● **Brief**
Exclude the pictures, then restate exactly each line of the data below from the first through the line containing "[268,1464,335,1516,259,1613,193,1562]".

== Dataset extract

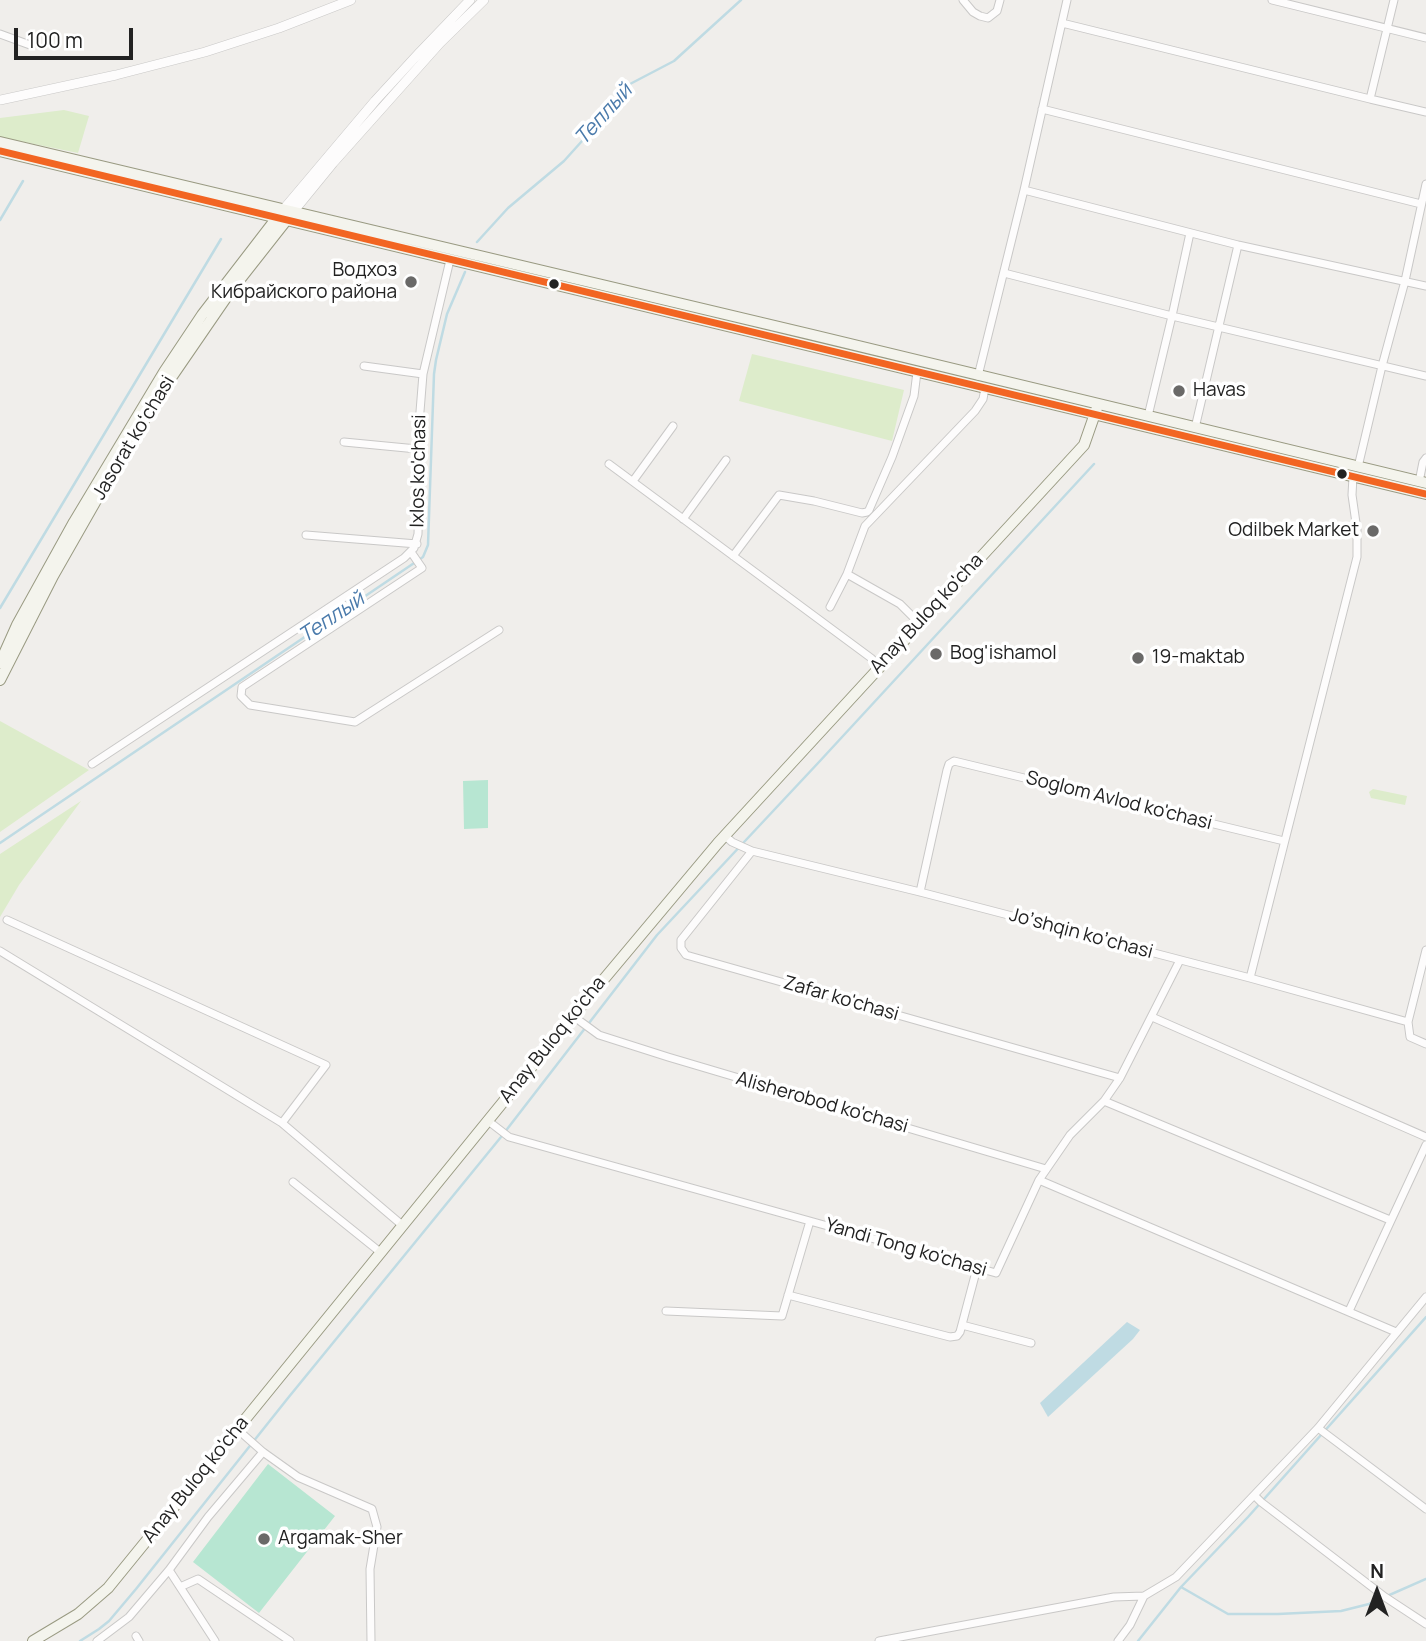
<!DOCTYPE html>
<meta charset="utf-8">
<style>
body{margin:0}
#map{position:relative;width:1426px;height:1641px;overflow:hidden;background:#f0eeeb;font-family:Manrope,sans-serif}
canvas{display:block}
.north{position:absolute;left:1342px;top:1557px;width:70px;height:70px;-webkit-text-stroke:5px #fff;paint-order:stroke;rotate:0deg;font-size:19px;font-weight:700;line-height:28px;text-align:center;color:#222}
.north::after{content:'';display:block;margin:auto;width:24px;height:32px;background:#222;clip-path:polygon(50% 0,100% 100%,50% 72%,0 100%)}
.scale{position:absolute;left:14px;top:28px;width:119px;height:32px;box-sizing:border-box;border:4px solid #222;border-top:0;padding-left:9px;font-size:21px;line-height:24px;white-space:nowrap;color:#222;-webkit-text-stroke:5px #fff;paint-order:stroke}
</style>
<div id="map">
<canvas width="1426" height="1641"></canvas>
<div class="north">N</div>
<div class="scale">100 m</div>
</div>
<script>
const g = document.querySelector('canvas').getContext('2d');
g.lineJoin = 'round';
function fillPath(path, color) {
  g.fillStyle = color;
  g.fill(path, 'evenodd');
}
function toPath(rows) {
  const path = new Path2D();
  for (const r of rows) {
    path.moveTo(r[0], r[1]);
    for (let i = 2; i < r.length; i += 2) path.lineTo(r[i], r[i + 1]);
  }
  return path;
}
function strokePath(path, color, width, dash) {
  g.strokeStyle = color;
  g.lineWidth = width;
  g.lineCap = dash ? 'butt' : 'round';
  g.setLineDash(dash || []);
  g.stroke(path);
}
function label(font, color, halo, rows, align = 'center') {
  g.font = font + ' Manrope,sans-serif';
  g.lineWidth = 7;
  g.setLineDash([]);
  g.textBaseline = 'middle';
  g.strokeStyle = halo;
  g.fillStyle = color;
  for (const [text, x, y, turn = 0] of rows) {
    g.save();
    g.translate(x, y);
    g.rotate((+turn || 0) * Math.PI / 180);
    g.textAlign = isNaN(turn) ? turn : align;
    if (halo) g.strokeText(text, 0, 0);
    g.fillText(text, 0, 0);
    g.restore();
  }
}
fillPath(toPath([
 [64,110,89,116,78,153,0,137,0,118],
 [752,354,904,390,892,441,739,401],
 [0,721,89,770,0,832],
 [1373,789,1407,796,1405,805,1371,798,1369,792],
 [81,801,19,885,0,917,0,854]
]), '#ddeccb');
fillPath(toPath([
 [488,780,488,828,464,829,463,781],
 [268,1464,335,1516,259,1613,193,1562]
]), '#b7e6d2');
fillPath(toPath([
 [1127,1322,1140,1330,1133,1339,1048,1417,1040,1403]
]), '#bfdbe3');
strokePath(toPath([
 [0,220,23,181],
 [477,242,508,208,564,161,600,121,630,84,674,61,741,0],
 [0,608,221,239],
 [0,843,423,557,428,545,434,374,436,360,447,314,465,272],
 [1181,1587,1228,1614,1278,1614,1341,1611,1369,1604,1426,1579],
 [80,1641,99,1629,109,1621,136,1589,288,1398,501,1137,657,935,819,762,1094,464],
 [1138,1641,1181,1587,1248,1517,1426,1317]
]), '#bfdbe3', 2.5);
const minor = toPath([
 [963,0,973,12,980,16,988,18,997,11,1000,0],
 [1272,0,1426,38],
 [1394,0,1370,99,1426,112],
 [1062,23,1370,99],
 [0,34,30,45],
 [1042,109,1421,204],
 [1024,190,1238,245,1426,286],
 [1004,273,1172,316,1426,376],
 [364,366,423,374],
 [978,376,1024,190,1067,0],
 [1148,416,1172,316,1190,233],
 [1195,428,1238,245],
 [344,442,417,449],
 [609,464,871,658,879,666],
 [1358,467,1382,366,1405,281,1426,184],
 [633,481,673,426],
 [1419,482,1423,462,1426,458],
 [683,519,726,460],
 [306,535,417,544],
 [411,552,422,568,242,687,241,696,250,705,355,722,499,630],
 [733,556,779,495,814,501,862,513,867,512,869,510,892,457,914,396,917,372],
 [847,574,900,604,919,623],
 [830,607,847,574,865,526,975,411,983,399,985,388],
 [92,764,404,558,414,548,418,534,420,458,417,449,423,374,450,260],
 [724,835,732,842,752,851,920,892,1250,978,1408,1022],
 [752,851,681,940,681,948,686,955,1120,1078],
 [920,892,947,770,949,764,954,761,1284,841],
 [7,920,326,1065,282,1123],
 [1426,950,1408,1022,1410,1037,1426,1044],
 [0,951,282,1123,402,1225],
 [1250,978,1357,557,1357,530,1352,495,1353,476],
 [573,1016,599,1035,668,1057,1046,1169],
 [1152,1017,1426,1137],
 [1104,1101,1390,1220],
 [487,1120,509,1137,996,1273,1039,1180,1070,1135,1104,1101,1120,1078,1180,960],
 [1039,1180,1396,1332],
 [293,1182,380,1252],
 [788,1295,950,1337,957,1336,960,1332,977,1268],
 [666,1311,782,1316,810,1221],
 [1349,1311,1426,1145],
 [962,1325,1031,1343],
 [1318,1428,1426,1509],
 [237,1429,263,1452,298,1477,372,1509,377,1527,370,1569,371,1641],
 [1255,1496,1261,1502,1385,1597,1426,1624],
 [169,1570,215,1641],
 [180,1587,198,1579,290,1641],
 [136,1636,139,1641],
 [97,1641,129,1617,169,1570,208,1517,263,1452],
 [879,1641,1114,1597,1144,1596,1176,1577,1318,1428,1426,1297],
 [1118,1641,1130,1625,1144,1596]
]);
const tertiary = toPath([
 [0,100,116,75,205,52,279,28,351,0],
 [283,210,375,101,420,52,470,0],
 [293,212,333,163,440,43,484,0]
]);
const secondary = toPath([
 [0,142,813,335,1426,483],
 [0,151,1426,494],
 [0,663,17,625,74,522,164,372,202,315,279,215],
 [0,680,53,576,114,469,162,391,230,292,289,217],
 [33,1641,78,1614,108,1588,573,1016,718,843,1084,445,1098,405]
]);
strokePath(minor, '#c9c8c7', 9);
strokePath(tertiary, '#c9c8c7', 10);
strokePath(secondary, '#999a82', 12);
strokePath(minor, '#fdfcfc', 7);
strokePath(tertiary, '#fdfcfc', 9);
strokePath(secondary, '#f4f4ed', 10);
strokePath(toPath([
 [0,151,1426,494]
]), '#f26522', 7);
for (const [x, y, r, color] of [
 [411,282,7,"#6a6968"],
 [554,284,6,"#222"],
 [1179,391,7,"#6a6968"],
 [1342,474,6,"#222"],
 [1373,531,7,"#6a6968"],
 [936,654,7,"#6a6968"],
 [1138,658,7,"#6a6968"],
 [264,1539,7,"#6a6968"]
]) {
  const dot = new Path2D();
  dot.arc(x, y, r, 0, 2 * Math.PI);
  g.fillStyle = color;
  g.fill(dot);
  strokePath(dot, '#fff', 2.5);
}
label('19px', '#222', '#fff', [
 ["Водхоз",397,271,"right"],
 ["Кибрайского района",397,293,"right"],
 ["Havas",1193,391],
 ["Odilbek Market",1359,531,"right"],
 ["Bog'ishamol",950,654],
 ["19-maktab",1152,658],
 ["Argamak-Sher",278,1539]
], 'left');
label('19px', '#222', '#fff', [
 ["Jasorat koʻchasi",134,438,-59],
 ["Ixlos ko'chasi",419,471,-89],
 ["Anay Buloq ko'cha",927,614,-47],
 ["Soglom Avlod ko'chasi",1119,801,14],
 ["Joʼshqin koʼchasi",1081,934,15],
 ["Zafar ko'chasi",841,999,16],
 ["Anay Buloq ko'cha",553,1040,-51],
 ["Alisherobod ko'chasi",822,1103,16],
 ["Yandi Tong ko'chasi",906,1248,16],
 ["Anay Buloq ko'cha",196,1480,-51]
]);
label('italic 21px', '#4a7aab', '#fff', [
 ["Теплый",604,115,-48],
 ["Теплый",332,618,-34]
]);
</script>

====

● **Reply to the exercise**
<!DOCTYPE html>
<meta charset="utf-8">
<style>
body{margin:0}
#map{position:relative;width:1426px;height:1641px;overflow:hidden;background:#f0eeeb;font-family:Manrope,sans-serif}
canvas{display:block}
.north{position:absolute;left:1342px;top:1557px;width:70px;height:70px;-webkit-text-stroke:5px #fff;paint-order:stroke;rotate:0deg;font-size:19px;font-weight:700;line-height:28px;text-align:center;color:#222}
.north::after{content:'';display:block;margin:auto;width:24px;height:32px;background:#222;clip-path:polygon(50% 0,100% 100%,50% 72%,0 100%)}
.scale{position:absolute;left:14px;top:28px;width:119px;height:32px;box-sizing:border-box;border:4px solid #222;border-top:0;padding-left:9px;font-size:21px;line-height:24px;white-space:nowrap;color:#222;-webkit-text-stroke:5px #fff;paint-order:stroke}
</style>
<div id="map">
<canvas width="1426" height="1641"></canvas>
<div class="north">N</div>
<div class="scale">100 m</div>
</div>
<script>
const g = document.querySelector('canvas').getContext('2d');
g.lineJoin = 'round';
function fillPath(path, color) {
  g.fillStyle = color;
  g.fill(path, 'evenodd');
}
function toPath(rows) {
  const path = new Path2D();
  for (const r of rows) {
    path.moveTo(r[0], r[1]);
    for (let i = 2; i < r.length; i += 2) path.lineTo(r[i], r[i + 1]);
  }
  return path;
}
function strokePath(path, color, width, dash) {
  g.strokeStyle = color;
  g.lineWidth = width;
  g.lineCap = dash ? 'butt' : 'round';
  g.setLineDash(dash || []);
  g.stroke(path);
}
function label(font, color, halo, rows, align = 'center') {
  g.font = font + ' Manrope,sans-serif';
  g.lineWidth = 7;
  g.setLineDash([]);
  g.textBaseline = 'middle';
  g.strokeStyle = halo;
  g.fillStyle = color;
  for (const [text, x, y, turn = 0] of rows) {
    g.save();
    g.translate(x, y);
    g.rotate((+turn || 0) * Math.PI / 180);
    g.textAlign = isNaN(turn) ? turn : align;
    if (halo) g.strokeText(text, 0, 0);
    g.fillText(text, 0, 0);
    g.restore();
  }
}
fillPath(toPath([
 [64,110,89,116,78,153,0,137,0,118],
 [752,354,904,390,892,441,739,401],
 [0,721,89,770,0,832],
 [1373,789,1407,796,1405,805,1371,798,1369,792],
 [81,801,19,885,0,917,0,854]
]), '#ddeccb');
fillPath(toPath([
 [488,780,488,828,464,829,463,781],
 [268,1464,335,1516,259,1613,193,1562]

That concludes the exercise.